I'm interested in Jesus, despite my decade-point-five-plus years of Catholic schooling. It's a loose interest--one of those interests you have that you find yourself meaning to do something with, when you have the chance to get around to it; like learning how to do origami, or organizing the boxes of baseball cards from when you were a kid. The sort of thing that runs around in the back of your head, maybe occasionally gets dabbled with out in the real world, never amounting to much but never going away, either.

And while there's plenty to be interested in when it comes to Jesus, I'm mostly drawn to the idea of Jesus as source and subject of story. Religion, Christianity--it's had its ups and downs. The downs are usually loud (Holy Wars? The current American political climate? Fucking creationism, for His sake?) and the ups are usually quiet (those who get it; those who do nice things for other people). Right now, seems like there's a lot of down to all of it--I guess its up, if you're standing on the other side of a line from where I'm looking. I won't lie; I don't get it all, I haven't studied enough or paid enough attention to be someone who can really speak about all of it with great authority. But I think that it's safe for me to say that, whether its just a current through the stream, or a core to the whole ball of wax, story has a certain important place in the entire Jesus & religion thing.

Yeah, big keen insight, I know; story being important to a religion founded on a book of stories. Woo, you say, please; let me donate to your lovely little Websitelogcast to keep the hits coming. And yet, I think it's something still worth keeping in mind. I mean, creationism? Metaphorical stories taken as literal truth? What the hell, right? I don't know, either.

But to get to a point: it's not so much the stories within the Jesus religion that are most interesting to me. Not the accepted, repeated stories, at least. What I find interesting is story that cuts through the myths, that takes the traditions and builds on them or cuts them up. Jesus: Remixed, if you will. Because I think at heart--without even saying what my own religious beliefs actually are, because I don't know what they are--the Jesus story, in all its forms and variations, is a hell of a good story. Here's this poor guy, he's told he's the son of God, and then he dies, because people are bad people. You know? Cut through the Our Fathers and the rote repetitions of creeds, and you've got enough materials to found a dozen novels on. Er, give or take.

Repetition is a sort of enemy true faith. Which is where I think stories that somehow challenge the canon, that distort it and alter it and reshape it like so much putty, these stories are somehow important to faith, by allowing one to be surprised again by what was so amazing in the first place. If you're a fan of those "a:b::c:d" things (What is the word for that? I'm completely blanking out. First correct answer gets my undying love and devotion.
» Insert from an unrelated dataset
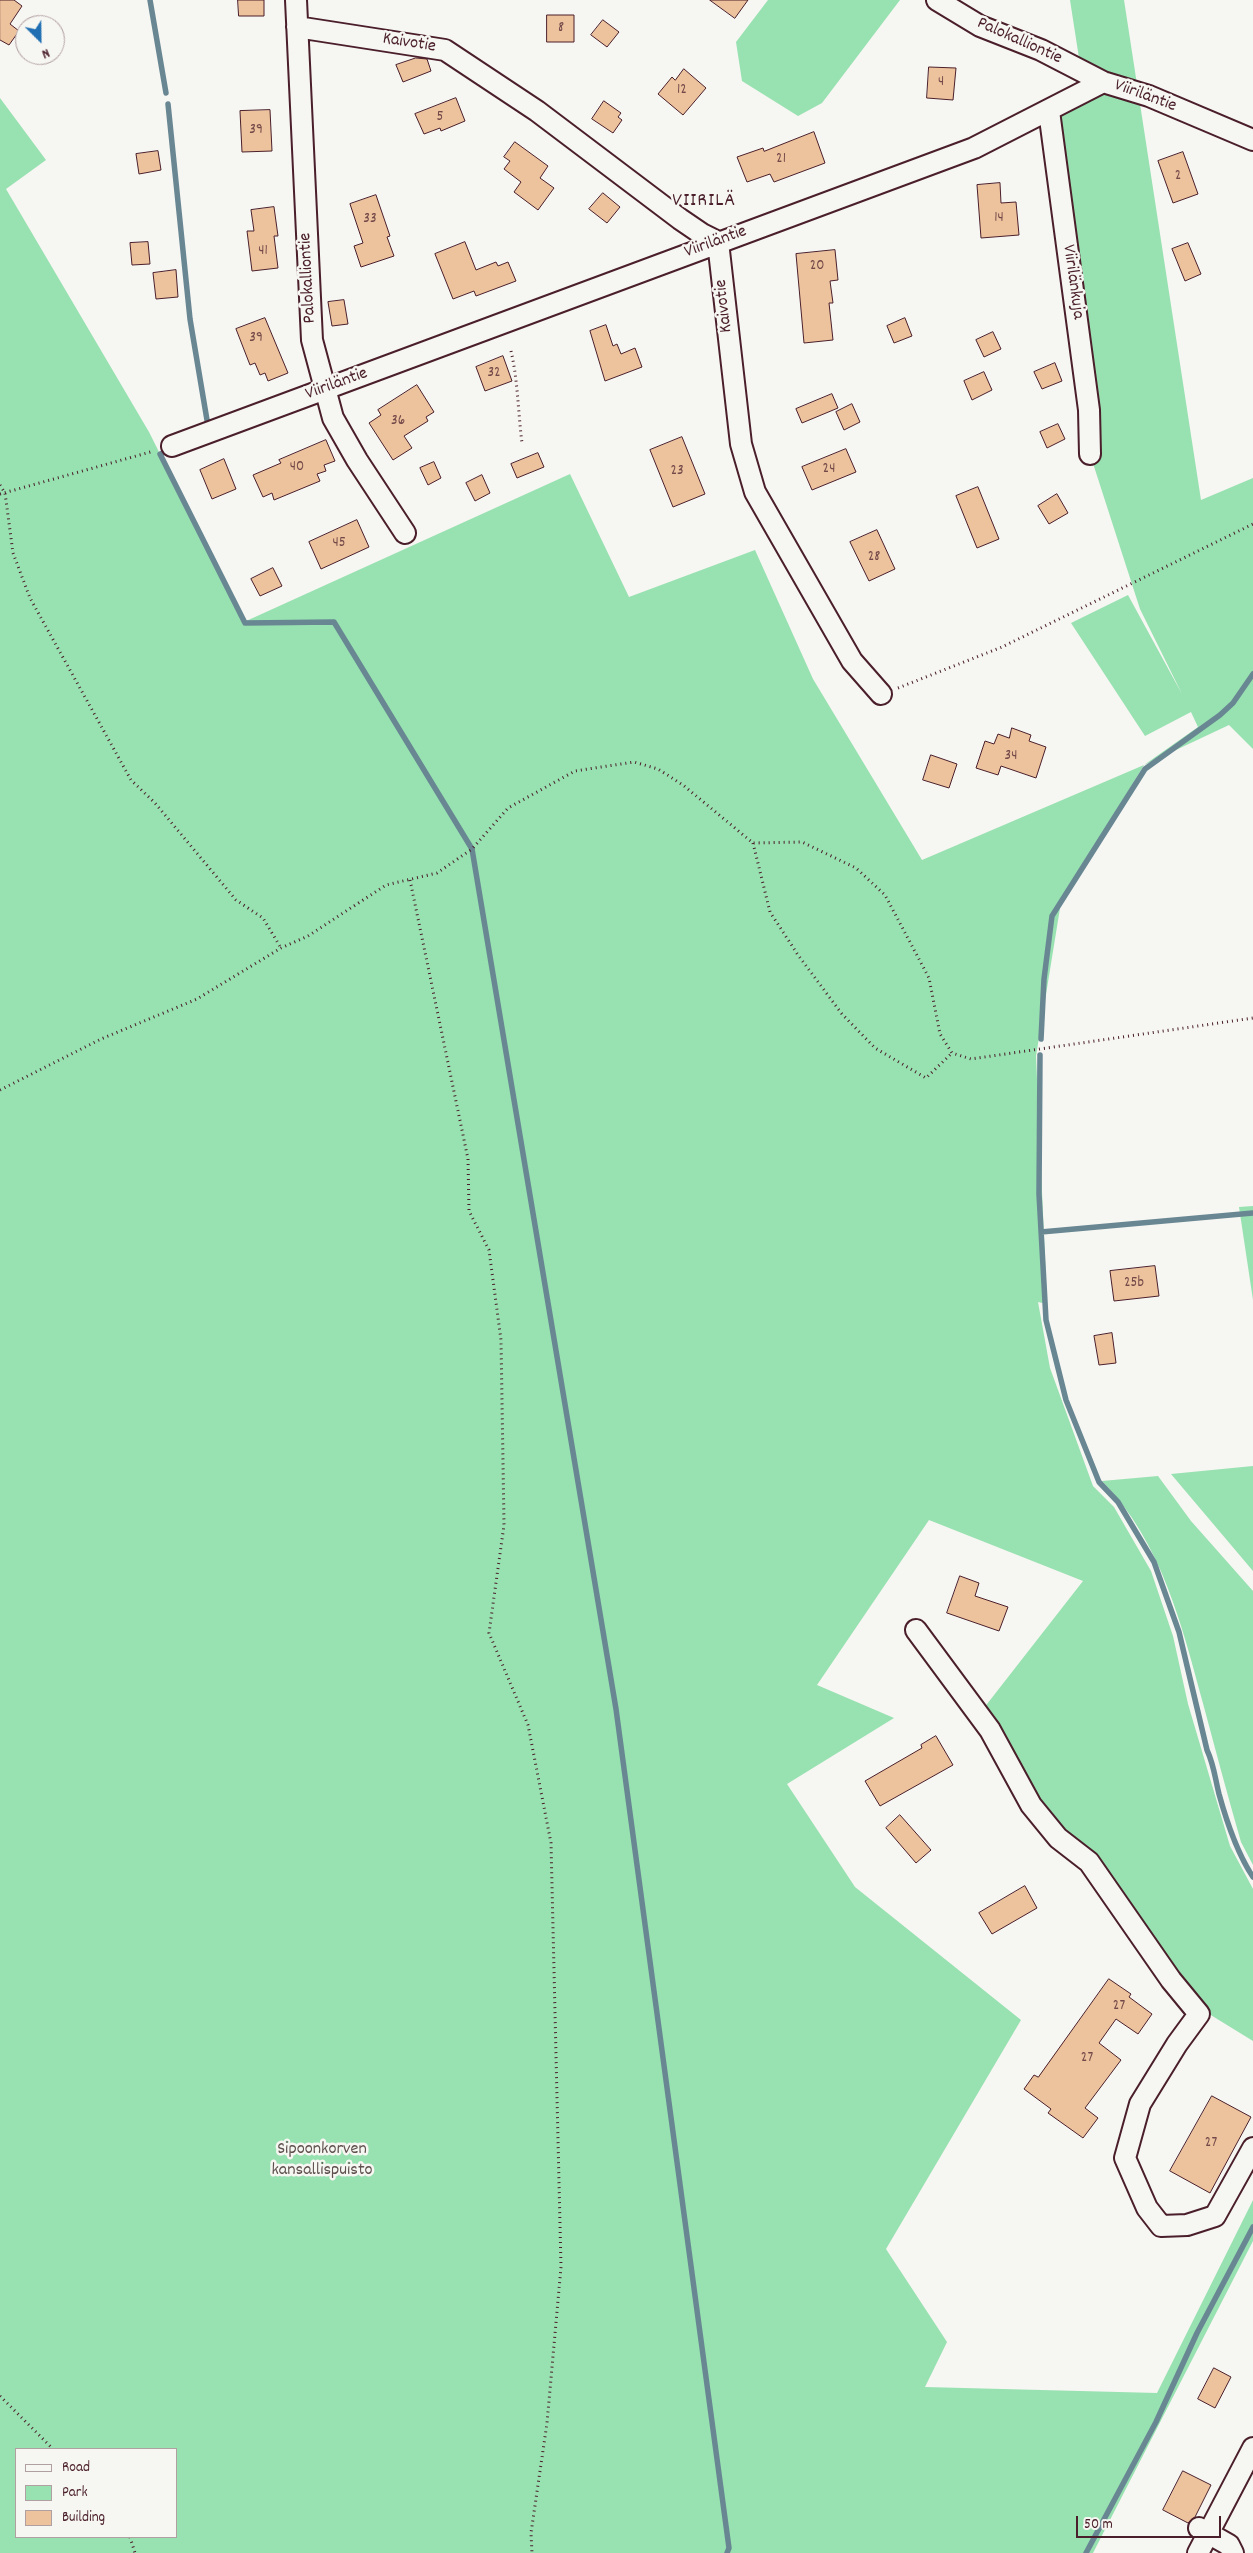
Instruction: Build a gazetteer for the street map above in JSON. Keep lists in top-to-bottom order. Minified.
{"streets":{"street":["Palokalliontie","Kaivotie","Viiriläntie","Viirilänkuja"]},"crossings":[["Palokalliontie","Kaivotie"],["Palokalliontie","Viiriläntie"],["Kaivotie","Viiriläntie"],["Viiriläntie","Viirilänkuja"]],"districts":["VIIRILÄ"],"parks":["Sipoonkorven kansallispuisto"],"house_numbers":["8","4","12","5","39","21","2","14","33","41","20","39","32","36","40","24","23","45","28","34","25b","27","27","27"],"legend":["Road","Park","Building"],"scale_bar":"50 m","north":"bottom right"}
Or maybe a chocolate bar.) (They're called analogies and the winner of the chocolate bar is Chris!) you could think of it like, "challenging stories" are to "religion" as "metaphor and simile" are to "the real world". Completion of this "a:b::c:d" thing (analogy!) is left as an exercise to the reader.

So, all that lovely backdrop in mind: if you'd like to see what I mean, go out and pick up Tod Goldberg's book Simplify and read the opening story, "The Jesus of Cathedral City". Now, admittedly, I've got no idea what was going through his mind when he wrote the story. Everything that's come before this paragraph in this post, that's all just me, and my mental baggage, the stuff I brought with me into the story, when I read it, just now. I mean, maybe Tod had these thoughts about challenging fundamental natures of etc etc etc, or maybe he was just thinking, "Hey, wouldn't it be neat if, etc etc etc," or maybe the power and the glory and the spirit of God actually moved into Tod's writing hand and wrote the story for him and to this day Tod still isn't even aware that this story exists and that it's been attributed to him in a book with his name on it. I don't know. But it doesn't really matter anymore, because now the story's out there for people to read, and people like me, who have their own thoughts and ideas about the way the world works, they're going to read the story and get certain things out of it, things they might be putting there themselves in the first place. (Just like all art. Yeah, I know. Can I give you so much free keen insight and sleep comfortably at night? Yes I can.) What I know is that I enjoyed the story very much, considering what I knew going into it; and I know that--well, am pretty sure that--even without any pseudo-deep thinking about religion and the nature of story and their overlapping and all that, that this would still be a pretty damn good short story. So really, either way, you read the story, you win. Unless you're the type of person who doesn't like story at all, then you just suck.

Or in short: While I'm not usually a short story person, "The Jesus of Cathedral City" just slapped me in the face and stole my pocket change. And made me like it.

1 comment:

Anonymous said...

Analogies my good man, they're analogies, which apparently have been removed from the new incarnation of the SATs, which is too bad because everyone knows that analogies rule.